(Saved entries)

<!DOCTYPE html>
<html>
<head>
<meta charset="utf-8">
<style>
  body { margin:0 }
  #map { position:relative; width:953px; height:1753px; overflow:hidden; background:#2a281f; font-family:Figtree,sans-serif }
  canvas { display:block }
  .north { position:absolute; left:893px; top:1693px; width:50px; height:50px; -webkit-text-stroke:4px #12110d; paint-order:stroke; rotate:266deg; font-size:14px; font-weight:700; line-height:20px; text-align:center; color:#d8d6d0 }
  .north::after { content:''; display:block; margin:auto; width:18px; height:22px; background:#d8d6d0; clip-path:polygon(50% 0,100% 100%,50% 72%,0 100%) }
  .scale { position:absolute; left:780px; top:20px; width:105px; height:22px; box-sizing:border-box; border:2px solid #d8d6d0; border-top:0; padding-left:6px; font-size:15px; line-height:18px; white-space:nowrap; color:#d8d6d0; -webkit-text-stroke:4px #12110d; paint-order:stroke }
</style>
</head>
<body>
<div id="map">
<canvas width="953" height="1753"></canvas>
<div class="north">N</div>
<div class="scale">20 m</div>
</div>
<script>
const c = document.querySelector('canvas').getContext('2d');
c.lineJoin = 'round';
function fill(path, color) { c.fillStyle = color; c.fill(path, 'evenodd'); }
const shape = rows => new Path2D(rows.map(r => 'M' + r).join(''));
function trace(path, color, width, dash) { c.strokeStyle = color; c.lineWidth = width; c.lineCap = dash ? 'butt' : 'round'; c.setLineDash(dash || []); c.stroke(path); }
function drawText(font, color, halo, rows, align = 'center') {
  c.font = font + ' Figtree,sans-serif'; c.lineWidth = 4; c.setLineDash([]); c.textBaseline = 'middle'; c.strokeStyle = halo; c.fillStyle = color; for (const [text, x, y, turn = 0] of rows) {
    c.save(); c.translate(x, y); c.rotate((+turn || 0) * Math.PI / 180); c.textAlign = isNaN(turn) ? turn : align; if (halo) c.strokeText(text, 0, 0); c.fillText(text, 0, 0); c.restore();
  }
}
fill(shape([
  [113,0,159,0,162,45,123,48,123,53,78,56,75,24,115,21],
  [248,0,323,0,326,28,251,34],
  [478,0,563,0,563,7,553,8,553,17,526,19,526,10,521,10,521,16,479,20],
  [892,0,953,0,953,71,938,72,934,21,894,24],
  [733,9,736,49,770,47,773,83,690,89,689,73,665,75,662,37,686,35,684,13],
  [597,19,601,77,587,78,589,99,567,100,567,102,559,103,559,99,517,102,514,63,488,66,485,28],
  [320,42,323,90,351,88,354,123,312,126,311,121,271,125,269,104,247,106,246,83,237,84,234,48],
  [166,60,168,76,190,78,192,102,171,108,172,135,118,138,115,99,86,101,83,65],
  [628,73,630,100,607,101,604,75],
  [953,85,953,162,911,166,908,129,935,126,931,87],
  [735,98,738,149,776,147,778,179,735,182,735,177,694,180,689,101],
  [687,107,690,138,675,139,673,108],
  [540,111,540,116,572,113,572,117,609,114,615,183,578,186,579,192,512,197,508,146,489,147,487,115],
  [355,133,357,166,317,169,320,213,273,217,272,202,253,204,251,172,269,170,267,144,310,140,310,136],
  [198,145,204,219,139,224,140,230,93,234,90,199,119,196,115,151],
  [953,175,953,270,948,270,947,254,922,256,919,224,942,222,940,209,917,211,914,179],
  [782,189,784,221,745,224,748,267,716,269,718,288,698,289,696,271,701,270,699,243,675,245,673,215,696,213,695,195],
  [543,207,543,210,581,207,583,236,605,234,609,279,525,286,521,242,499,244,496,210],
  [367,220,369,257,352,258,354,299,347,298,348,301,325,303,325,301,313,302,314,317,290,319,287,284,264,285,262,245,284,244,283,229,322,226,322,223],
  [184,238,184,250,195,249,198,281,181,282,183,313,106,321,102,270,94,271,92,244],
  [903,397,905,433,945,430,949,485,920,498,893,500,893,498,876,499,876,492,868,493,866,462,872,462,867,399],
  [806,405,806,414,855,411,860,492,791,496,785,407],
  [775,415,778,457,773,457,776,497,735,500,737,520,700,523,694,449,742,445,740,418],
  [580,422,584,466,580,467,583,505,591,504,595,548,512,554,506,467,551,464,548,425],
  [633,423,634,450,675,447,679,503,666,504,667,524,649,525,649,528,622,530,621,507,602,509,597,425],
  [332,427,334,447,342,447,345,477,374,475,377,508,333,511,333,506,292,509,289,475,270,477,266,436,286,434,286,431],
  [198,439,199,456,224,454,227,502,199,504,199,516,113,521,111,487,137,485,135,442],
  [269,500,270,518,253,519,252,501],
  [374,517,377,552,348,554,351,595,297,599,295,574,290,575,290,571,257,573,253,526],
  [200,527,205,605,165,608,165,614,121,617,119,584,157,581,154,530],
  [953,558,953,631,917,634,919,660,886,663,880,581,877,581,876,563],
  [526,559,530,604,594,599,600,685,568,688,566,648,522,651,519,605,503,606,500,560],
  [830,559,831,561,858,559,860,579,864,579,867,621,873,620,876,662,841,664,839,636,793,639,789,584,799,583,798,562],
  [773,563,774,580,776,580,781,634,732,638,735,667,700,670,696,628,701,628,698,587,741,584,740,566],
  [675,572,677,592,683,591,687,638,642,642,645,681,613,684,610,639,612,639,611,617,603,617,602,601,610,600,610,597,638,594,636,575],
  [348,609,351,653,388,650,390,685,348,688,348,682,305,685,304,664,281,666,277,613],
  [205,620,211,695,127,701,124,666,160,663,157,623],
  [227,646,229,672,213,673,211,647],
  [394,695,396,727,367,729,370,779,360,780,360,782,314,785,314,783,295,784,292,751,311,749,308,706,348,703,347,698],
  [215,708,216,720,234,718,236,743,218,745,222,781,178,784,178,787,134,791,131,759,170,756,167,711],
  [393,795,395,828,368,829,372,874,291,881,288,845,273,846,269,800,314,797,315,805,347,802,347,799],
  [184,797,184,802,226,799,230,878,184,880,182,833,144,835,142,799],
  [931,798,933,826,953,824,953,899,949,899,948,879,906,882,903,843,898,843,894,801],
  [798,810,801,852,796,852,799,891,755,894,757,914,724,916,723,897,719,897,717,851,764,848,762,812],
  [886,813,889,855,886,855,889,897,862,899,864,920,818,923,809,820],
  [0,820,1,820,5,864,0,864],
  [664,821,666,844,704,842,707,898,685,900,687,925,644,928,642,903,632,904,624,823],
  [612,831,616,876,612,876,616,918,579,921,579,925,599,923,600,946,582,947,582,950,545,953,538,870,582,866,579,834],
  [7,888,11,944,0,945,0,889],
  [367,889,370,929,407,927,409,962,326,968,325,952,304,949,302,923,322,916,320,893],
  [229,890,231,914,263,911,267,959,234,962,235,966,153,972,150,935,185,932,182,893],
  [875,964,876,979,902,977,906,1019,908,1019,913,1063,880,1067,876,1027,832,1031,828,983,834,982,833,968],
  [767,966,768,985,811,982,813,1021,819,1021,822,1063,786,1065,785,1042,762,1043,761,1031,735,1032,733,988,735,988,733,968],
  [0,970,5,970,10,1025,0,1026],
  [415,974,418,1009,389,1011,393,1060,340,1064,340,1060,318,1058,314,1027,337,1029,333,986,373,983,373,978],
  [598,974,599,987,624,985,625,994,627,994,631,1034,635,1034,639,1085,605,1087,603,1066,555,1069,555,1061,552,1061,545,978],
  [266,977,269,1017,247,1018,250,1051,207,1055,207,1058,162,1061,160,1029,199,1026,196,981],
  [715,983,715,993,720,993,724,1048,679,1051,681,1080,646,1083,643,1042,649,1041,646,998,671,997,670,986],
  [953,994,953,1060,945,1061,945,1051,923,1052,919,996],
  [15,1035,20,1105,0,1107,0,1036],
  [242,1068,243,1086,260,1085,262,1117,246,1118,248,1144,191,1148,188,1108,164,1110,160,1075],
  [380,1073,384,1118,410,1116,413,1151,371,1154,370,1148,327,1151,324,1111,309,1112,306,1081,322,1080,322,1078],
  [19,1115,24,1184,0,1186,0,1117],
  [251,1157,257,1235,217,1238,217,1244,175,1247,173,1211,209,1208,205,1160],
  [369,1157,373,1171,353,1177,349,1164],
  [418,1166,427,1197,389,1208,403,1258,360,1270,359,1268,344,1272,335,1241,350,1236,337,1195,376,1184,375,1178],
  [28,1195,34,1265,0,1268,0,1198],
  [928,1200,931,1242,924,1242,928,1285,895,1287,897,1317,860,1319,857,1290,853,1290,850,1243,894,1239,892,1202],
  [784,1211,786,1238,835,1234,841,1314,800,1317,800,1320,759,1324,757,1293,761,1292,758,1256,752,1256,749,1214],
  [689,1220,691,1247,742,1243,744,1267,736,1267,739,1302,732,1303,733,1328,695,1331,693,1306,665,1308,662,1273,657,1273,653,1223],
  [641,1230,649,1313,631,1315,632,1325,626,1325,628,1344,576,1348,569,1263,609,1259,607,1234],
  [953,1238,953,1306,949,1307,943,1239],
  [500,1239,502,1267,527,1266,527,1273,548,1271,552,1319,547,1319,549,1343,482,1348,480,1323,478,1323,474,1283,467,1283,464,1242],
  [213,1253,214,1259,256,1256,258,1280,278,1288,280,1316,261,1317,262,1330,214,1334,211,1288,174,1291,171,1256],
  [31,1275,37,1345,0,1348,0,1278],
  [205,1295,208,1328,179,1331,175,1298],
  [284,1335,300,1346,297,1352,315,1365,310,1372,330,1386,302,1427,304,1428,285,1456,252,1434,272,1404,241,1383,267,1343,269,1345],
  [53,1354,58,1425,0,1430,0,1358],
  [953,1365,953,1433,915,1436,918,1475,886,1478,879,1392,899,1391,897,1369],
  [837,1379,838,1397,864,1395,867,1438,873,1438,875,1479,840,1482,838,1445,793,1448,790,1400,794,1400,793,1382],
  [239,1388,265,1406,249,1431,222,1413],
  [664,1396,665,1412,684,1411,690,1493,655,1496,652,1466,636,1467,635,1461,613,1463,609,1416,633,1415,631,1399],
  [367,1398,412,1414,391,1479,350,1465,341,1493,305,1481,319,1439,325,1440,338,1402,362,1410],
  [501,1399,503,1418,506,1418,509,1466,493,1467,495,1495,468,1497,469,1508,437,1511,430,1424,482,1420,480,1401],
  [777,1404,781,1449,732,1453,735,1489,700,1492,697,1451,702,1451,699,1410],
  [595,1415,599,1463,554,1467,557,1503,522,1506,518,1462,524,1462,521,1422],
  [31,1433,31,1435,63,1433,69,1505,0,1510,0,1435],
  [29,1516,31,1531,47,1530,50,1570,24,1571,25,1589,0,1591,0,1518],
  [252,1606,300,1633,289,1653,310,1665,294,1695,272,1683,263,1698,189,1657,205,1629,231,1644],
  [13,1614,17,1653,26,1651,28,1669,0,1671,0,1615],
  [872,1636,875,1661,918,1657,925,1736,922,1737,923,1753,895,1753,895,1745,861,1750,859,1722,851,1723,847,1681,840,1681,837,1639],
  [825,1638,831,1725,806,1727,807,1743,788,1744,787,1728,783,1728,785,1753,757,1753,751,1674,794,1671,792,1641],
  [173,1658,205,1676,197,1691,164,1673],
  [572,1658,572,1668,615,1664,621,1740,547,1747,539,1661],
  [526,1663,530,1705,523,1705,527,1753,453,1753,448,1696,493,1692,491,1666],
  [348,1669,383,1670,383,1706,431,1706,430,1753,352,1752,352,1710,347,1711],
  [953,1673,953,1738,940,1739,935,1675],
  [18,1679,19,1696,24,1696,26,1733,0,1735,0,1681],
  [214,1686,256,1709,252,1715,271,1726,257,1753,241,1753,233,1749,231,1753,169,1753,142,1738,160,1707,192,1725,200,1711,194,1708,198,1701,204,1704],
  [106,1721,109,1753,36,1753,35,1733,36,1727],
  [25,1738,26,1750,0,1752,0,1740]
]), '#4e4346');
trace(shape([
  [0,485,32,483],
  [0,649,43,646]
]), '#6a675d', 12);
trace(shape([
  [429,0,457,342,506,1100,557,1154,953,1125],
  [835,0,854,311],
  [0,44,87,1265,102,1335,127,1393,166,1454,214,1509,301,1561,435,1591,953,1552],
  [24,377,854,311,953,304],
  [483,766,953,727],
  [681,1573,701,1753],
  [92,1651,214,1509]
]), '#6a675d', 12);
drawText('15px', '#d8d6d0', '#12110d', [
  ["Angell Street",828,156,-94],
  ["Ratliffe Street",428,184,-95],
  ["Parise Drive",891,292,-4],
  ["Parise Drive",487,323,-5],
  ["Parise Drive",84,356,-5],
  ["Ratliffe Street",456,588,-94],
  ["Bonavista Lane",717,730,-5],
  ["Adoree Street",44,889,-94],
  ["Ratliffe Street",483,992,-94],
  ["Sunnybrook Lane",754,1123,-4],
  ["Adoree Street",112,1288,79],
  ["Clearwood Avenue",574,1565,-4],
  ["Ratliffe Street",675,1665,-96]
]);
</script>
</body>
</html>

## GOAL OF THE EXERCISE
All lines in the records above with "fillStyle" need to be found and copied.

## SOLVED PROBLEM
function fill(path, color) { c.fillStyle = color; c.fill(path, 'evenodd'); }
  c.font = font + ' Figtree,sans-serif'; c.lineWidth = 4; c.setLineDash([]); c.textBaseline = 'middle'; c.strokeStyle = halo; c.fillStyle = color; for (const [text, x, y, turn = 0] of rows) {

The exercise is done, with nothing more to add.